Create a new Cluster.

Note that the SQL statement does not end with ;

Syntax

CREATE CLUSTER <cluster_name>
TYPE = { 'Managed' | 'SQL' | 'Spark' | 'Open_Engines' }
MAX_OCU = <int>
MIN_OCU = <int>
WITH 'key1' = 'value1', 'key2' = 'value2' ....

Sample response

Examples

Create a Managed Cluster:

CREATE CLUSTER managed_cluster_retail
TYPE = 'Managed'
MAX_OCU = 10
MIN_OCU = 1

Create a Spark Cluster with larger, spot workers:

CREATE CLUSTER jobs_prod
TYPE = 'Spark'
MAX_OCU = 10
WITH 'worker.type' = 'oh-general-8', 'worker.spot' = 'True'

Create a Trino Open Engines Cluster:

CREATE CLUSTER trino_cluster
TYPE = 'Open_Engines'
MAX_OCU = 10
MIN_OCU = 1
WITH 'open_engines.engine' = 'Trino', 'open_engines.catalog' = 'glue_catalog_name'

Create a Ray Open Engines Cluster:

CREATE CLUSTER ray_cluster
TYPE = 'Open_Engines'
MAX_OCU = 10
MIN_OCU = 1
WITH 'open_engines.engine' = 'Ray', 'open_engines.ray.max_cpu_units' = '7', 'open_engines.ray.min_cpu_units' = '1', 'open_engines.ray.max_gpu_units' = '3'

Required parameters

  • <cluster_name>: Specify a unique name for the Cluster.
  • TYPE: Specify the type of Cluster.
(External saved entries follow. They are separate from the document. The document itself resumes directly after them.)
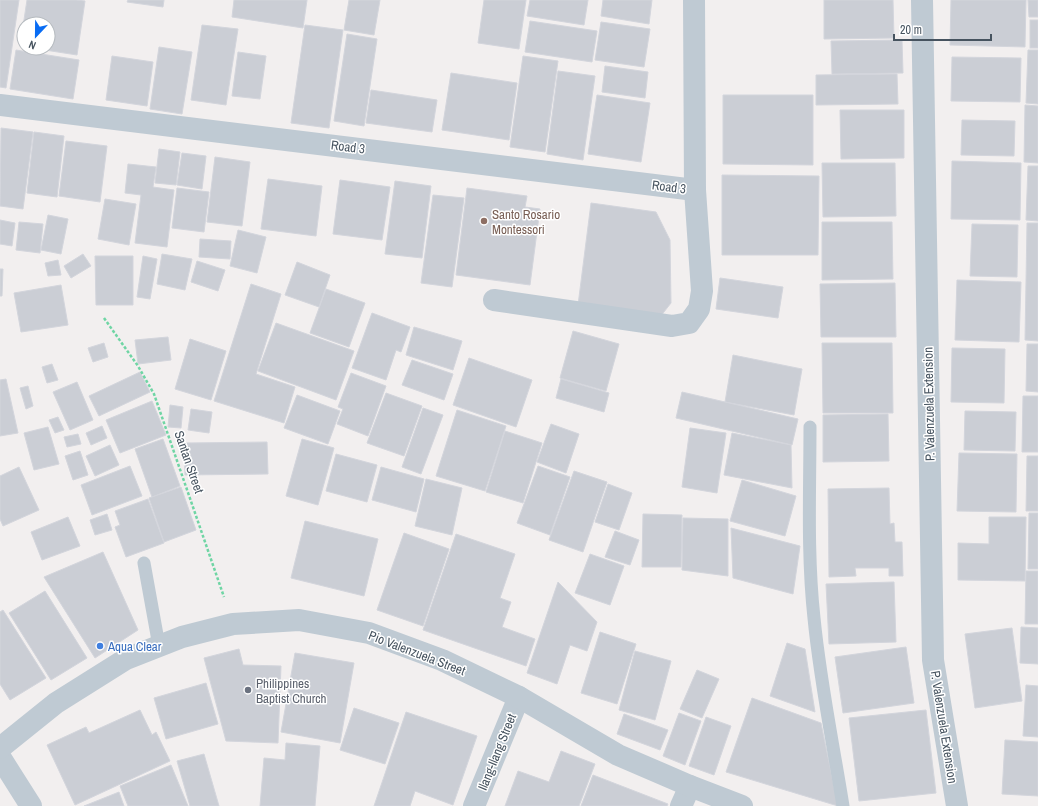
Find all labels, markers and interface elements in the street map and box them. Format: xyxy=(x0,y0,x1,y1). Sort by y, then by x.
north arrow xyxy=(16,16,56,56)
scale bar xyxy=(894,16,991,42)
text: 20 m xyxy=(900,22,922,38)
text: N xyxy=(27,38,38,53)
street label: Road 3 xyxy=(330,136,366,158)
street label: Road 3 xyxy=(651,176,687,198)
place label: Santo Rosario Montessori xyxy=(492,206,560,238)
marker: Santo Rosario Montessori xyxy=(479,216,489,226)
street label: P. Valenzuela Extension xyxy=(920,347,938,461)
street label: Santan Street xyxy=(170,428,208,496)
street label: Pio Valenzuela Street xyxy=(366,627,468,679)
place label: Aqua Clear xyxy=(107,638,162,655)
marker: Aqua Clear xyxy=(95,641,105,651)
street label: P. Valenzuela Extension xyxy=(927,669,961,785)
place label: Philippines Baptist Church xyxy=(256,675,327,707)
marker: Philippines Baptist Church xyxy=(243,685,253,695)
street label: Ilang-Ilang Street xyxy=(474,711,520,793)

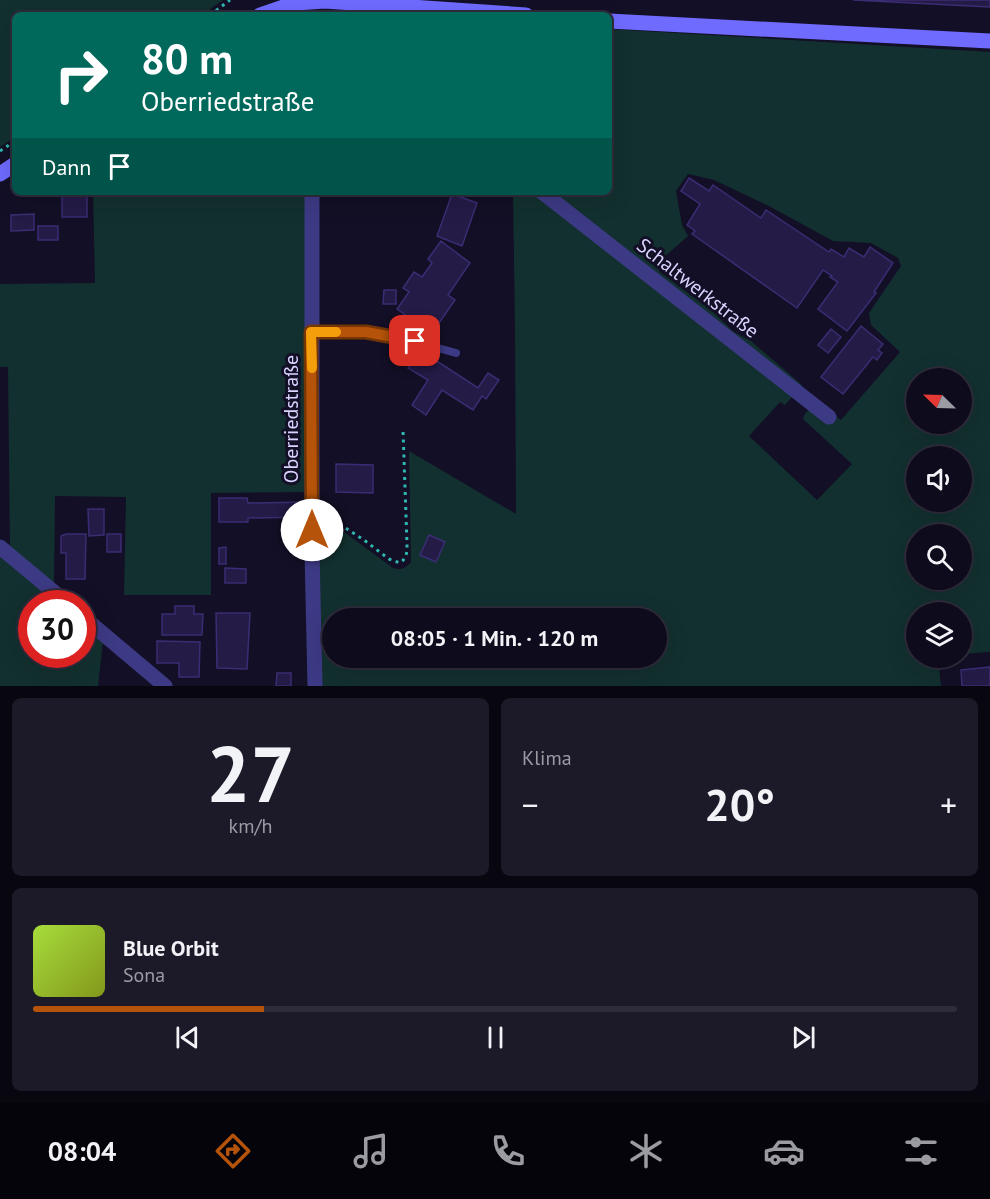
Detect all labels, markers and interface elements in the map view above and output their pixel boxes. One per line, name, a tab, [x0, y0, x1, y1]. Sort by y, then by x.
text: 80 m	[141, 31, 233, 86]
icon: right	[42, 36, 120, 114]
text: Oberriedstraße	[141, 84, 314, 118]
icon: arrive	[103, 150, 136, 183]
text: Dann	[42, 153, 91, 181]
street label: Schaltwerkstraße	[632, 232, 764, 344]
pin	[389, 315, 440, 366]
icon: arrive	[398, 324, 431, 357]
street label: Oberriedstraße	[278, 355, 304, 483]
north arrow	[906, 368, 972, 434]
map controls	[906, 368, 972, 668]
button: sound	[906, 446, 972, 512]
position arrow	[280, 498, 344, 562]
button: search	[906, 524, 972, 590]
speed limit sign: 30	[18, 590, 96, 668]
button: layers	[906, 602, 972, 668]
text: 08:05 · 1 Min. · 120 m	[391, 624, 598, 652]
text: 27	[206, 723, 295, 824]
text: Klima	[522, 745, 572, 771]
text: 20°	[704, 775, 775, 833]
text: −	[522, 783, 539, 826]
text: +	[940, 783, 957, 826]
text: km/h	[229, 813, 272, 839]
text: Blue Orbit	[123, 934, 219, 962]
text: Sona	[123, 962, 165, 988]
icon: previous	[171, 1021, 204, 1054]
icon: pause	[479, 1021, 512, 1054]
icon: next	[787, 1021, 820, 1054]
icon: directions	[212, 1130, 254, 1172]
icon: music	[350, 1130, 392, 1172]
icon: phone	[487, 1130, 529, 1172]
icon: climate	[625, 1130, 667, 1172]
icon: car	[763, 1130, 805, 1172]
icon: filters	[900, 1130, 942, 1172]
text: 08:04	[48, 1134, 116, 1168]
This determines the type of workloads the Cluster can run.
  • MAX_OCU: Specify the Maximum OCU the Cluster can scale to.
  • MIN_OCU: Specify the Minimum OCU the Cluster will always run.

Special parameters

Include special parameters and advanced configs after WITH as type String.

Instance type parameters

  • worker.type: Specify the worker instance type as a String. Must be a standard Onehouse instance type (eg. 'oh-general-4') or a custom instance type that's been enabled for the project (eg. 'm8g.xlarge'). View more on instance types.
  • worker.spot: Specify 'TRUE' or 'FALSE' to enable/disable spot instances for workers.
  • driver.type: Specify the driver instance type as a String. Default is 'Auto', which uses the same instance type as workers.

Open Engines parameters

  • open_engines.engine: Specify the compute engine as 'Trino', 'Flink', or 'Ray'.
  • open_engines.catalog: For Flink or Trino Clusters, specify the name of the catalog to use. This field is required for Trino but optional for Flink.
  • open_engines.ray.max_cpu_units: Specify the maximum CPU units the Cluster can scale to. The max CPU Units and max GPU units must sum to the Max OCU you set above.
  • open_engines.ray.min_cpu_units: Specify the minimum CPU units the Cluster will always run. This must be the same value you set for the Min OCU above.
  • open_engines.ray.max_gpu_units: Specify the maximum GPU units the Cluster can scale to. The max CPU Units and max GPU units must sum to the Max OCU you set above.